We generalize this fact as
Theorem 1. Let $E\subset \bbR^1$ be non-empty, countable, dense-in-self, then $\bar E\bs E$ is dense in $\bar E$.
Before proving Theorem 1, let us recall several related definitions and facts.
Definition 2. A set $E$ is closed iff $E'\subset E$. A set $E$ is dense-in-self iff $E\subset E'$; that is, $E$ has no isolated points. A set $E$ is complete iff $E'=E$.
A well-known complete set is the Cantor set. Moreover, we have
Lemma 3 ([I.P. Natanson, Theory of functions of a real variable, Rivsed Edition, Translated by L.F. Boron, E. Hewitt, Vol. 1, Frederick Ungar Publishing Co., New York, 1961] P 51, Theorem 1).
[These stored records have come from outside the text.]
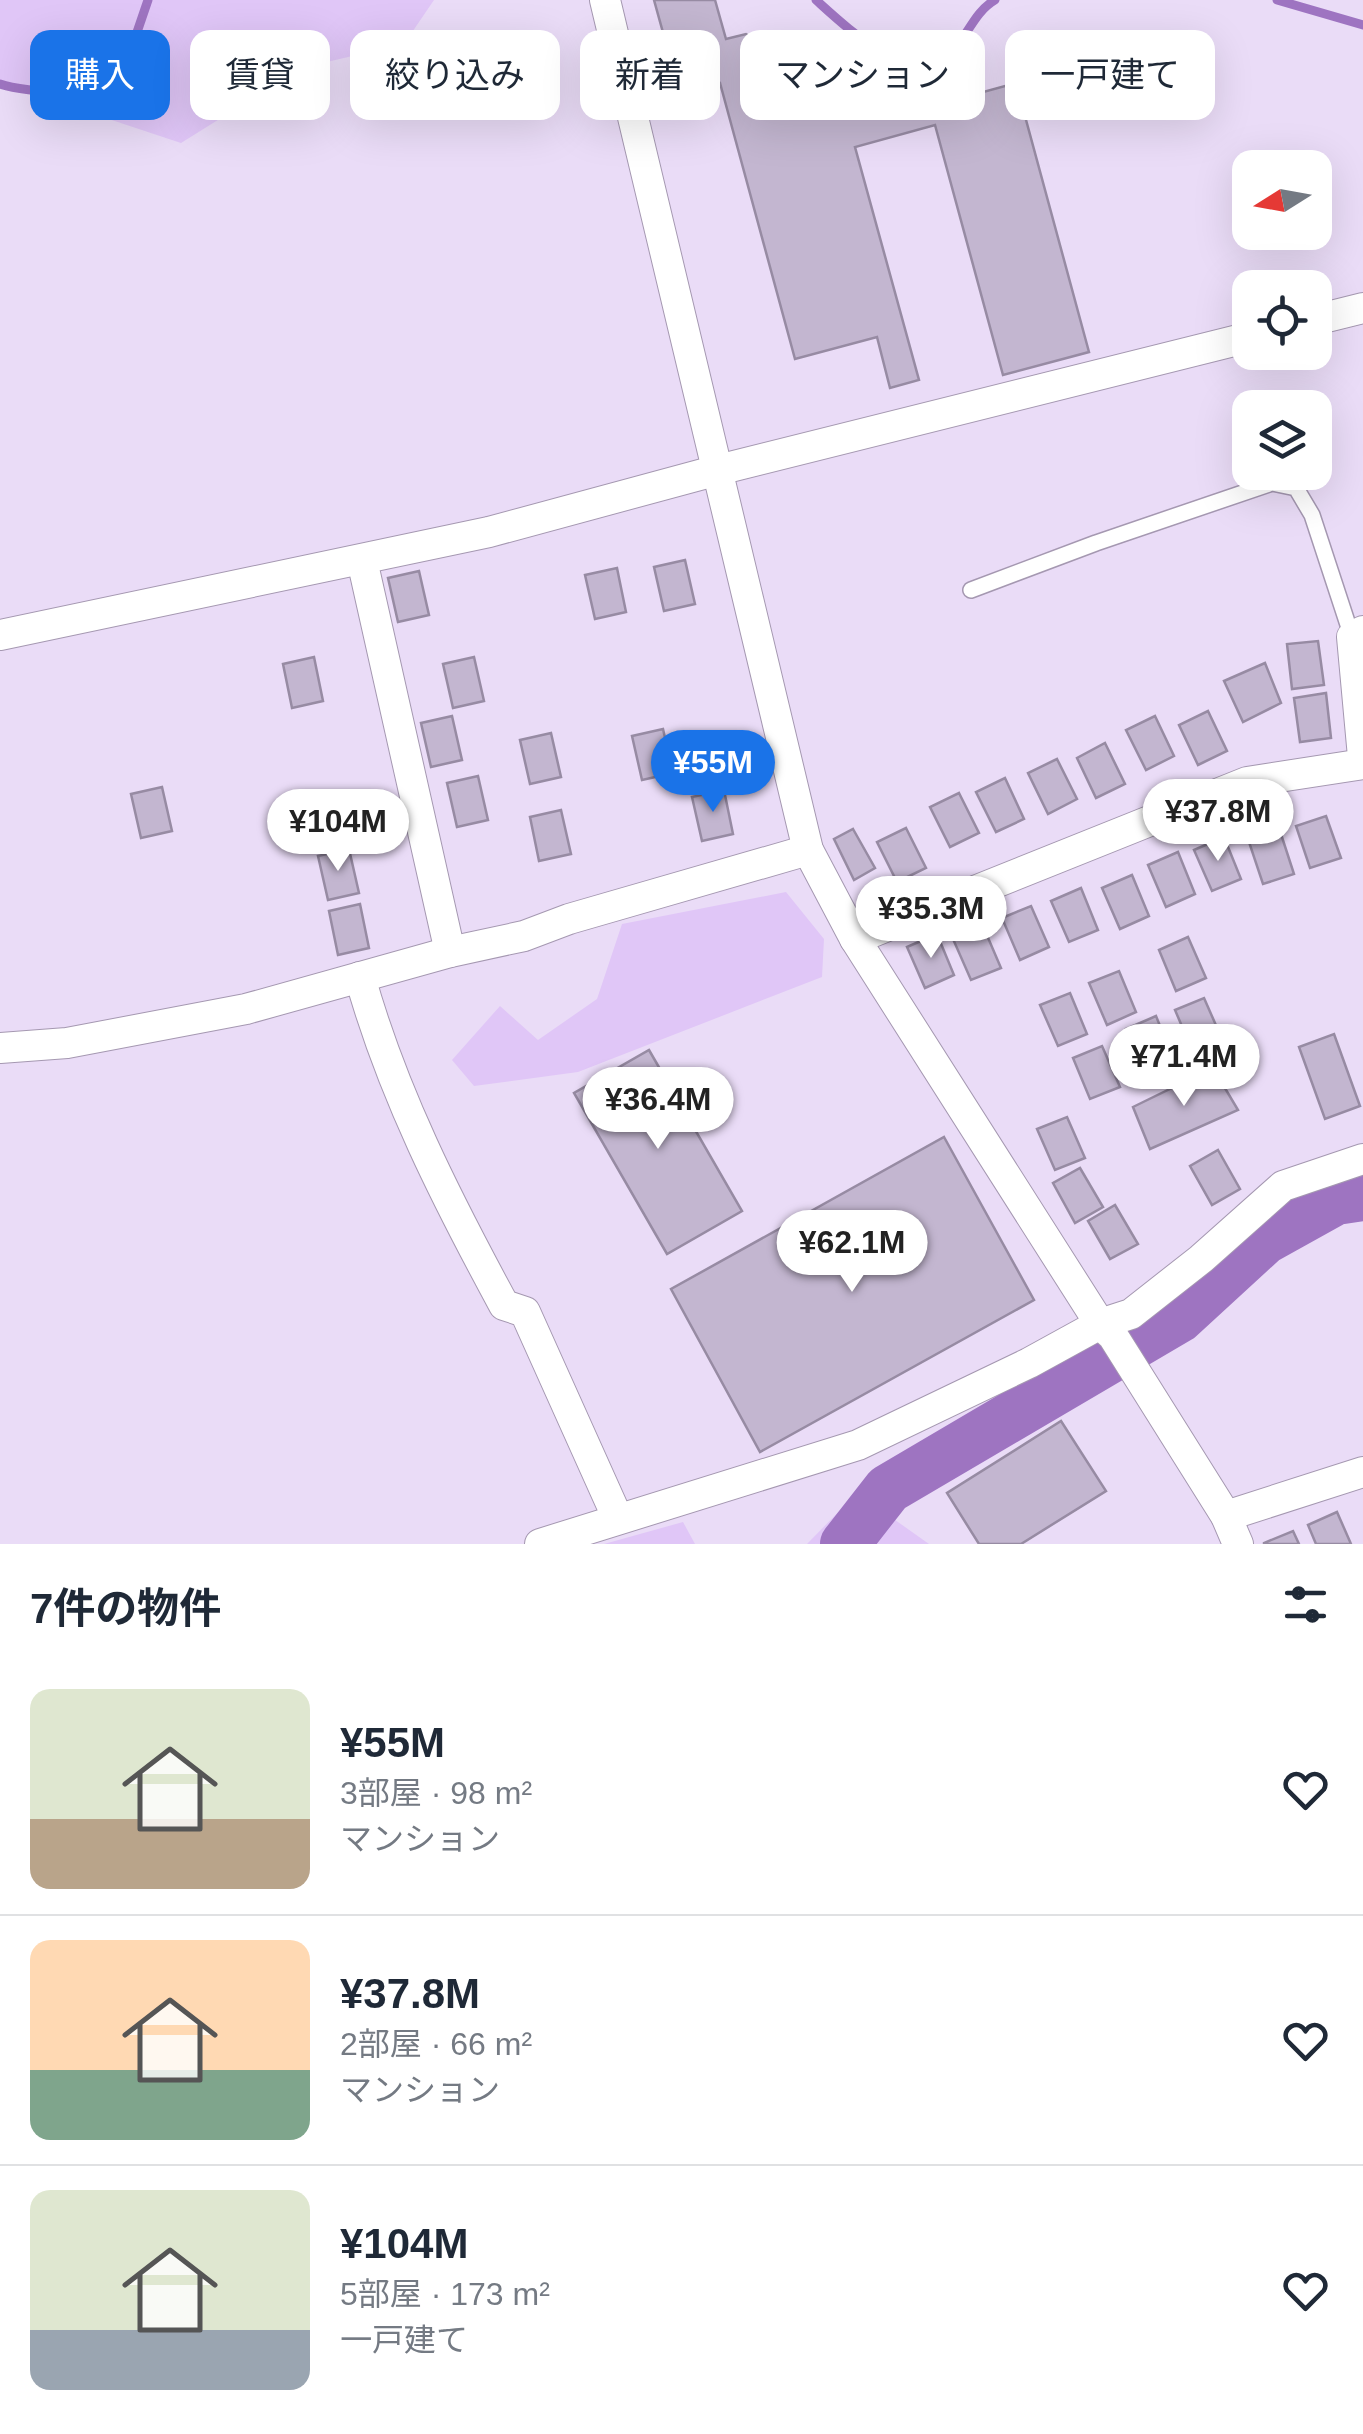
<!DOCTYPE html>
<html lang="ja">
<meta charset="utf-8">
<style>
:root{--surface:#fff;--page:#f2f2f3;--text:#1f2937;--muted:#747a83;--line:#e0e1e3;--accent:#1a73e8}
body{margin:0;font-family:Helvetica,"Noto Sans JP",sans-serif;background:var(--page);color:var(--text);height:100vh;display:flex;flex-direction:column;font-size:38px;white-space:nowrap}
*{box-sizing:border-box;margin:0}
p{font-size:32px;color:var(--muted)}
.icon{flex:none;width:55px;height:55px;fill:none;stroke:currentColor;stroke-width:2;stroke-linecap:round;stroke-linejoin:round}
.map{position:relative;height:1544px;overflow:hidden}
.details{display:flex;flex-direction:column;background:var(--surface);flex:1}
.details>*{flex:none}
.guide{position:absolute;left:30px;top:30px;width:1305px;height:90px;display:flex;gap:20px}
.needle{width:65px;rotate:259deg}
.buttons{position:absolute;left:1232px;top:150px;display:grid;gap:20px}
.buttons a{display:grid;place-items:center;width:100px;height:100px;border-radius:20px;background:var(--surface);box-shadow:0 10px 40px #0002;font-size:50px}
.price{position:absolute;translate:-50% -85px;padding:0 22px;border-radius:35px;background:#fff;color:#222;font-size:32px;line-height:65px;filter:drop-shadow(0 2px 5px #0008)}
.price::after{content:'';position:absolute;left:50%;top:60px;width:30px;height:22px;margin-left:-15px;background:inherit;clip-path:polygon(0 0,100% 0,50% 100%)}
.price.active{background:var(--accent);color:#fff}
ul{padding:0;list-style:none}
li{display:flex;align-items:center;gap:30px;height:250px;padding:0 30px}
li+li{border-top:2px solid var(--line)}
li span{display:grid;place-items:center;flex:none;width:280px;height:200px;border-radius:20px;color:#555}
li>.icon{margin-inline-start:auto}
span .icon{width:120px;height:120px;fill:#fffc;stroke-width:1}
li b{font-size:42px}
h2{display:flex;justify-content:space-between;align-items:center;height:120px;padding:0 30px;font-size:42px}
.tag{padding:0 35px;border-radius:20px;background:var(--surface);box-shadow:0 10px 40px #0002;font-size:35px;line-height:90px}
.tag.active{background:var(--accent);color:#fff}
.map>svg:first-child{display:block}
.green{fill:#e0c6f7}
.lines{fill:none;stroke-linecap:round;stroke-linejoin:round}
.stream{stroke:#9e74c1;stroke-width:9}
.river{stroke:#9e74c1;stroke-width:50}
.building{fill:#c3b6d0;stroke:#978ba3;stroke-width:2.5}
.lane-casing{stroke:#a598b1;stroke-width:18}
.street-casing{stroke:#a598b1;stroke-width:32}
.lane{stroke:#fff;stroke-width:15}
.street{stroke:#fff;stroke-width:30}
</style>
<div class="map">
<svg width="1363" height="1544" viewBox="0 0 1363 1544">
<rect width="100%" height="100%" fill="#eadcf7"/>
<g class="green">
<polygon points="0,0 434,0 404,44 301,68 181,143 0,83"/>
<polygon points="786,892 824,939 822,977 578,1072 474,1086 452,1060 500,1006 538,1040 597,999 622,924"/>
<polygon points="857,1493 929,1544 807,1544"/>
<polygon points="683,1522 695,1544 604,1544"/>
</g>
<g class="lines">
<g class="stream">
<path d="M816 0C846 27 909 88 950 53 968 37 973 13 995 0"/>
<polyline points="1277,0 1363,25"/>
<path d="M0 84C16 90 33 89 49 93 75 100 102 121 126 99L134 41 148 0"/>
</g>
<polyline class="river" points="845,1544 888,1489 1179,1318 1264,1240 1336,1200 1363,1196"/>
</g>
<g class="building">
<polygon points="654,0 715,0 726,39 746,34 892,117 1016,83 1089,352 1003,375 935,125 855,147 919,380 890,388 877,337 795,359 720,83 680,94"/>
<polygon points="685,560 695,604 664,611 654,567"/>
<polygon points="617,568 626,612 595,619 585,575"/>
<polygon points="419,571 429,615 398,622 388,578"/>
<polygon points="1318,641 1324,685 1292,689 1287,644"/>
<polygon points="314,657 323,701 292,708 283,664"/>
<polygon points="474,657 484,701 453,708 443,664"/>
<polygon points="1265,663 1281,703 1243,722 1224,681"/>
<polygon points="1326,693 1331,738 1300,742 1294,698"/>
<polygon points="1208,711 1227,751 1198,765 1179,725"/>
<polygon points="452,716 462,760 431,767 421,723"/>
<polygon points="1155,716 1174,756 1146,770 1126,730"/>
<polygon points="663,729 673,773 642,780 632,736"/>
<polygon points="551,733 561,777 530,784 520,740"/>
<polygon points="1105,743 1125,784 1096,798 1077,758"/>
<polygon points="1057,759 1077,799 1048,814 1028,773"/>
<polygon points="478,776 488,820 457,827 447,783"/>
<polygon points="1005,778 1024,819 996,832 976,792"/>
<polygon points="162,787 172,831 141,838 131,794"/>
<polygon points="724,790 733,834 702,841 692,797"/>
<polygon points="352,793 361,837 330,844 320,800"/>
<polygon points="959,793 979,833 950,847 930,807"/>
<polygon points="561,810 571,854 539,861 530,817"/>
<polygon points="1326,816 1341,858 1310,868 1296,826"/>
<polygon points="906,828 926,868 897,882 877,842"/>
<polygon points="853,829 875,868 854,880 834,839"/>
<polygon points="1280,831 1294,874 1263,884 1249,842"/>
<polygon points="1224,837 1241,879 1212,891 1194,850"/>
<polygon points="349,849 359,893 328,900 318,856"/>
<polygon points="1178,852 1195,894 1166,907 1148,865"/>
<polygon points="1132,875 1149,916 1120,929 1102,888"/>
<polygon points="1081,888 1098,930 1069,942 1051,901"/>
<polygon points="360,904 369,948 338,955 329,911"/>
<polygon points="1031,906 1049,947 1020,960 1002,918"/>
<polygon points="983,926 1001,968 971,980 953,939"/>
<polygon points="937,934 954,975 925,988 907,947"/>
<polygon points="1188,937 1206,978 1176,991 1159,950"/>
<polygon points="1119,971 1136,1012 1107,1025 1089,983"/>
<polygon points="1070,993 1087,1034 1058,1046 1040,1005"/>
<polygon points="1204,998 1222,1039 1193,1052 1175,1010"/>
<polygon points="1156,1016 1173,1058 1144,1070 1126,1029"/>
<polygon points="1334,1034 1360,1106 1325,1119 1299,1047"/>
<polygon points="1102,1046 1120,1087 1090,1099 1073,1058"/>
<polygon points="649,1050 742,1211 667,1254 574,1093"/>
<polygon points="1213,1068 1238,1110 1150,1149 1133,1107"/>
<polygon points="1067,1117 1085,1158 1055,1170 1037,1129"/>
<polygon points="944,1137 1034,1300 760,1452 671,1289"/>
<polygon points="1218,1150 1240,1189 1212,1205 1190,1166"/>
<polygon points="1080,1168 1103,1207 1075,1223 1053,1183"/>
<polygon points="1115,1205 1138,1244 1110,1259 1088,1221"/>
<polygon points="1061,1421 1106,1491 1021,1544 979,1544 947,1493"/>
<polygon points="1337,1512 1351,1544 1316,1544 1308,1525"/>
<polygon points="1293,1531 1299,1544 1264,1544 1264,1543"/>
</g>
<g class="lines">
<g class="lane-casing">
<polyline id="lane" points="971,590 1096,543 1272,483 1296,488 1312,515 1352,637"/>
</g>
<g class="street-casing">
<g id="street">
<polyline points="605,0 808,850 855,939 1100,1324 1113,1336 1226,1516 1238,1544"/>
<polyline points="1315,320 1363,308"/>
<polyline points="362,560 450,952"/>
<polyline points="1363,631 1352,637 1363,757"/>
<polyline points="0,635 489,532 718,470 1250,337"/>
<polyline points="855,939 1247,782 1363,764"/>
<path d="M360 977C392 1092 447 1200 504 1305L525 1312 618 1519"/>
<polyline points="0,1048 67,1043 246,1009 450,952 524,936 569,919 808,850"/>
<polyline points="1226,1516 1363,1472"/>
<polyline points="540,1544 858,1445 1029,1363 1100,1324 1131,1314 1201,1259 1283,1186 1363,1159"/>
</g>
</g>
<use href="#lane" class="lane"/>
<use href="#street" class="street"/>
</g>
</svg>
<div class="buttons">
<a><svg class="needle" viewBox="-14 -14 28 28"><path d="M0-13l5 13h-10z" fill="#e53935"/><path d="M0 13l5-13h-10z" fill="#747a83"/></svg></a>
<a><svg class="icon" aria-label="locate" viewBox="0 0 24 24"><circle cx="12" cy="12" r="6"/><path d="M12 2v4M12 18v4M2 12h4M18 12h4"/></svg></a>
<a><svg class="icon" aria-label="layers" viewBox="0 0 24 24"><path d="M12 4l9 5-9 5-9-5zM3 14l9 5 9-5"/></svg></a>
</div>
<b class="price active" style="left:713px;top:815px">¥55M</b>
<b class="price" style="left:1218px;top:864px">¥37.8M</b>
<b class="price" style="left:338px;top:874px">¥104M</b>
<b class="price" style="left:931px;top:961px">¥35.3M</b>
<b class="price" style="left:1184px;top:1109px">¥71.4M</b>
<b class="price" style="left:658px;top:1152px">¥36.4M</b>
<b class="price" style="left:852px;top:1295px">¥62.1M</b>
<div class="guide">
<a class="tag active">購入</a>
<a class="tag">賃貸</a>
<a class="tag">絞り込み</a>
<a class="tag">新着</a>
<a class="tag">マンション</a>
<a class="tag">一戸建て</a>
</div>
</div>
<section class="details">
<h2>7件の物件<svg class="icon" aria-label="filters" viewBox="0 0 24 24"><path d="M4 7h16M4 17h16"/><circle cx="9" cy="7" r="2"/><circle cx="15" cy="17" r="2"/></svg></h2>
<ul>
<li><span style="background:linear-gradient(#dfe7d0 65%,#b9a48a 0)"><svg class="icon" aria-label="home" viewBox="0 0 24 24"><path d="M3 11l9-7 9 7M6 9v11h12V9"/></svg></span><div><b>¥55M</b><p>3部屋 · 98 m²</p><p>マンション</p></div><svg class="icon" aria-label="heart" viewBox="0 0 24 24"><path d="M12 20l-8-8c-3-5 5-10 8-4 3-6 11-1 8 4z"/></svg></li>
<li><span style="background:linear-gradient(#ffd9b3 65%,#7fa58c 0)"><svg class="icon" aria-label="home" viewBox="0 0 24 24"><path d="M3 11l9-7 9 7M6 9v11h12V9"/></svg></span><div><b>¥37.8M</b><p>2部屋 · 66 m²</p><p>マンション</p></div><svg class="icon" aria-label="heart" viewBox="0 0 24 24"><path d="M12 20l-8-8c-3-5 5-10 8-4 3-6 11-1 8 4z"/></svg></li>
<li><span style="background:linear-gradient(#dfe7d0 70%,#9aa5b1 0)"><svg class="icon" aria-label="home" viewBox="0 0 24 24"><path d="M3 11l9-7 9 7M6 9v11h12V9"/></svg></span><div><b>¥104M</b><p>5部屋 · 173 m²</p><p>一戸建て</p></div><svg class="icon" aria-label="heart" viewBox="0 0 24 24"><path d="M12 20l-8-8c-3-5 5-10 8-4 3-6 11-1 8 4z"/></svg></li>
</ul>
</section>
A non-empty complete set $E$ has power $c$; that is, there is a bijection between $E$ and $\bbR^1$.
Lemma 4 ([I.P. Natanson, Theory of functions of a real variable, Rivsed Edition, Translated by L.F. Boron, E. Hewitt, Vol. 1, Frederick Ungar Publishing Co., New York, 1961] P 49, Theorem 7). A complete set $E$ has the form
$$\bex E=\sex{\bigcup_{n\geq 1}(a_n,b_n)}^c, \eex$$
where $(a_i,b_i)$, $(a_j,b_j)$ ($i\neq j$) have no common points.
2. Proof of Theorem 1。
Since $E$ is dense-in-self, we have $E\subset E'$, $\bar E=E'$. Also, by the fact that $E''=E'$, we see $E'$ is complete, and has power $c$. Note that $E$ is countable, we deduce $E'\bs E\neq \vno$.
Now that $E'$ is complete, we see by Lemma 4,
$$\bex E'^c=\bigcup_{n\geq 1}(a_n,b_n). \eex$$
For $\forall\ x\in E'$, $\forall\ \delta>0$, we have
$$\bee\label{dec} [x-\delta,x+\delta]\cap E'=\sex{[x-\delta,x+\delta]\cap (E'\bs E)} \cup\sex{[x-\delta,x+\delta]\cap E}. \eee$$
By analyzing the complement of $[x-\delta,x+\delta]\cap (E'\bs E)$, we see $[x-\delta,x+\delta]\cap E'$ (minus $\sed{x-\delta}$ if $x-\delta$ equals some $a_n$, and minus $\sed{x+\delta}$ if $x+\delta$ equals some $b_n$) is compelete, thus has power $c$. Due to the fact that $E$ is countable, we deduce from \eqref{dec} that
$$\bex [x-\delta,x+\delta]\cap (E'\bs E)\neq \vno. \eex$$
This completes the proof of Theorem 1.